**Exercise details**. Starting at the first line and ending at the last, output the data exactly.

**Records provided**.

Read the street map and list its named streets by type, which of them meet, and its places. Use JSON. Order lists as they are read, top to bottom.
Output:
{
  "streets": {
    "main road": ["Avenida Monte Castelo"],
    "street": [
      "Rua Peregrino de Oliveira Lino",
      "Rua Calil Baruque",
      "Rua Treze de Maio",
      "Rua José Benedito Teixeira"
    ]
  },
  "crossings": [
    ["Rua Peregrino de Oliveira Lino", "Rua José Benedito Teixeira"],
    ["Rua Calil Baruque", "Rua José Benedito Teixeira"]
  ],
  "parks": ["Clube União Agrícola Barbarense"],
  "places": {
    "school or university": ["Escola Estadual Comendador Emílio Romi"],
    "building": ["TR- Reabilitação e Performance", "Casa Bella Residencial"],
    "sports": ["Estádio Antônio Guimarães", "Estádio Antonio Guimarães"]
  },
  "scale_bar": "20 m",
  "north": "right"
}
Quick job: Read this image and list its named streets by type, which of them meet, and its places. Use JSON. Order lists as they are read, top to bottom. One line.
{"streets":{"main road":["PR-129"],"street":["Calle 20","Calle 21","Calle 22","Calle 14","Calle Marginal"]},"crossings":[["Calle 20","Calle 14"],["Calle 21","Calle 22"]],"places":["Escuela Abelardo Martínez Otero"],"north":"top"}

**Answer for this exercise**.
Read the street map and list its named streets by type, which of them meet, and its places. Use JSON. Order lists as they are read, top to bottom.
Output:
{
  "streets": {
    "main road": ["Avenida Monte Castelo"],
    "street": [
      "Rua Peregrino de Oliveira Lino",
      "Rua Calil Baruque",
      "Rua Treze de Maio",
      "Rua José Benedito Teixeira"
    ]
  },
  "crossings": [
    ["Rua Peregrino de Oliveira Lino", "Rua José Benedito Teixeira"],
    ["Rua Calil Baruque", "Rua José Benedito Teixeira"]
  ],
  "parks": ["Clube União Agrícola Barbarense"],
  "places": {
    "school or university": ["Escola Estadual Comendador Emílio Romi"],
    "building": ["TR- Reabilitação e Performance", "Casa Bella Residencial"],
    "sports": ["Estádio Antônio Guimarães", "Estádio Antonio Guimarães"]
  },
  "scale_bar": "20 m",
  "north": "right"
}
Quick job: Read this image and list its named streets by type, which of them meet, and its places. Use JSON. Order lists as they are read, top to bottom. One line.
{"streets":{"main road":["PR-129"],"street":["Calle 20","Calle 21","Calle 22","Calle 14","Calle Marginal"]},"crossings":[["Calle 20","Calle 14"],["Calle 21","Calle 22"]],"places":["Escuela Abelardo Martínez Otero"],"north":"top"}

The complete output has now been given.